Paulo Lot Calixto Lemos

Naqueles tempos, nossa região ainda era rica em matas virgens. Salpicando as fertilíssimas terras do vale do rio Grande, existiam áreas totalmente intocadas, onde ostentavam toda sua majestade, enormes arvores de Jacarandá, Ipês, Angicos, Castanheiras, Jatobás e Aroeiras. Todas elas chamadas madeiras “de lei”, ou seja, madeira pra toda vida, de alta durabilidade, cada uma pra uma serventia especifica.

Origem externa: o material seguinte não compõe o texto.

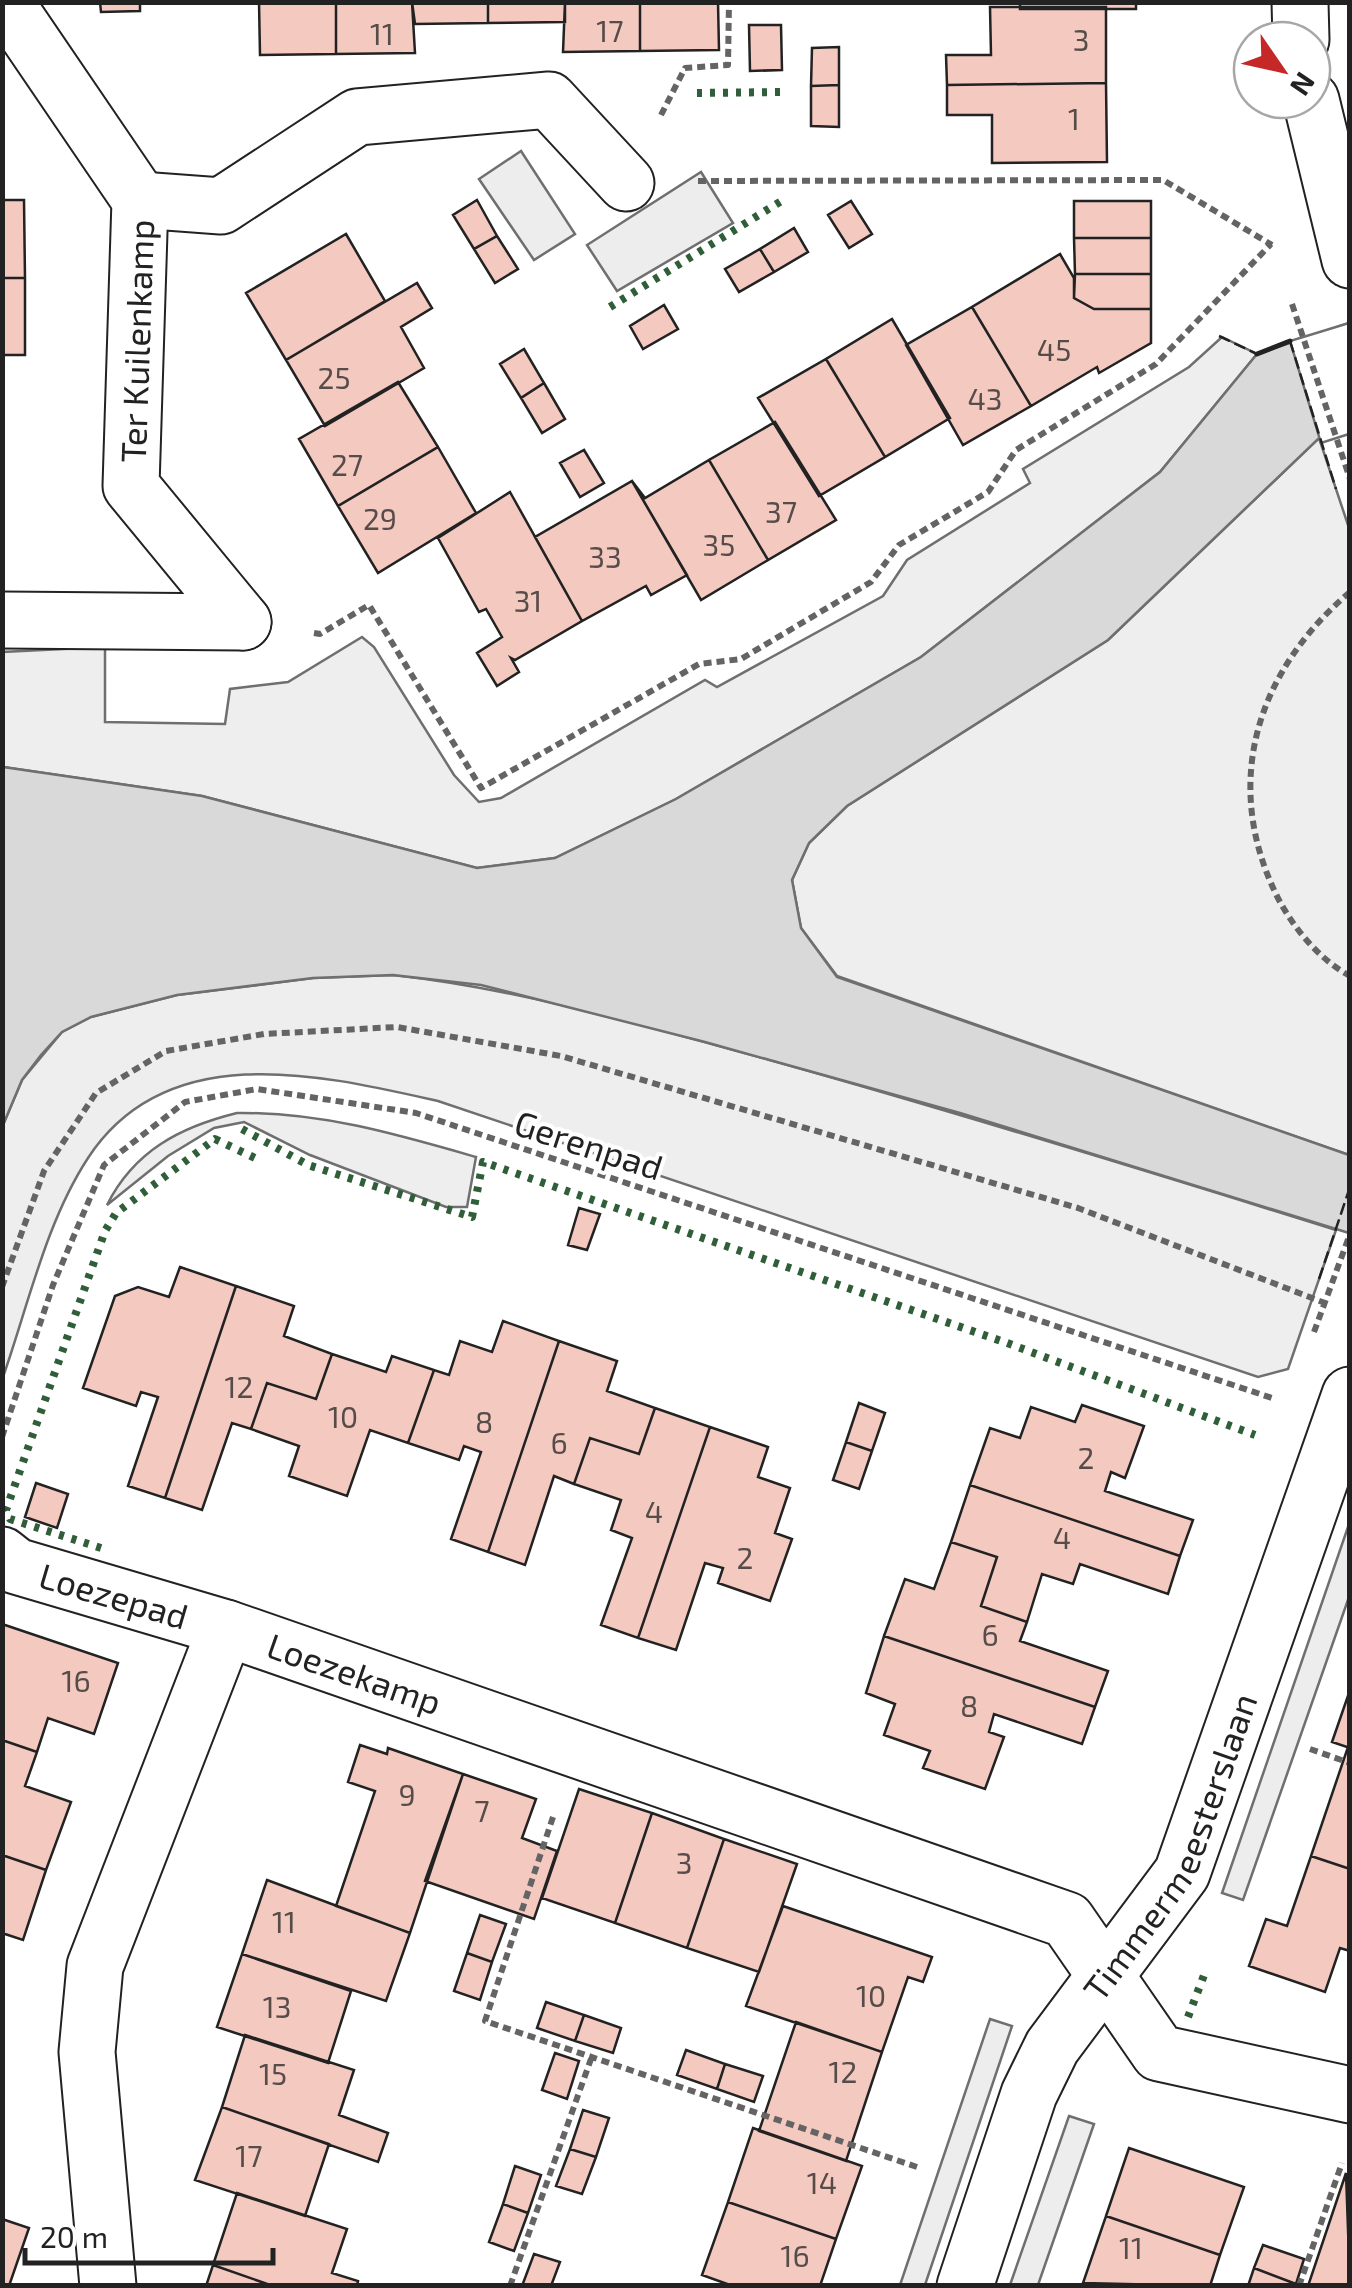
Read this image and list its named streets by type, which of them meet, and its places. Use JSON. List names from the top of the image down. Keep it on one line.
{"streets":{"street":["Ter Kuilenkamp","Loezepad","Loezekamp","Timmermeesterslaan"],"path":["Gerenpad"]},"crossings":[["Gerenpad","Timmermeesterslaan"],["Loezepad","Loezekamp"],["Loezekamp","Timmermeesterslaan"]],"house_numbers":["17","11","3","1","45","25","43","27","37","29","35","33","31","12","10","8","6","2","4","4","2","6","16","8","9","7","3","11","10","13","12","15","17","14","11","16"],"scale_bar":"20 m","north":"bottom right"}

Na barra do ribeirão Bocaina, onde este deságua no rio Grande existia uma imensa mata, chamada Mata da Onça. Tal mata pertencia à também imensa fazenda da dona Maricota, e nela morava, quase que sem nenhum contato com a civilização, um caboclo tratado por todos de sô Coruja. Coruja tinha mulher e vários filhos, supersticioso ao extremo, sua especialidade maior era contar causos de assombração. Afirmava com certeza, que era ali a morada do famoso caboclo D’água, que não havia lua cheia que o tal não aparecesse, e que seu prato predileto era atacar mocinhas indefesas... Como tinha duas filhas, pedia a elas que continuassem com o caso:

- É... nois tava na canoa pescando, o sol já tinha sumido na barra do dia, já tava no lusco-fusco quando nois notemo que arguma coisa pesô a canoa da outra banda... Conta ocê agora Filomena!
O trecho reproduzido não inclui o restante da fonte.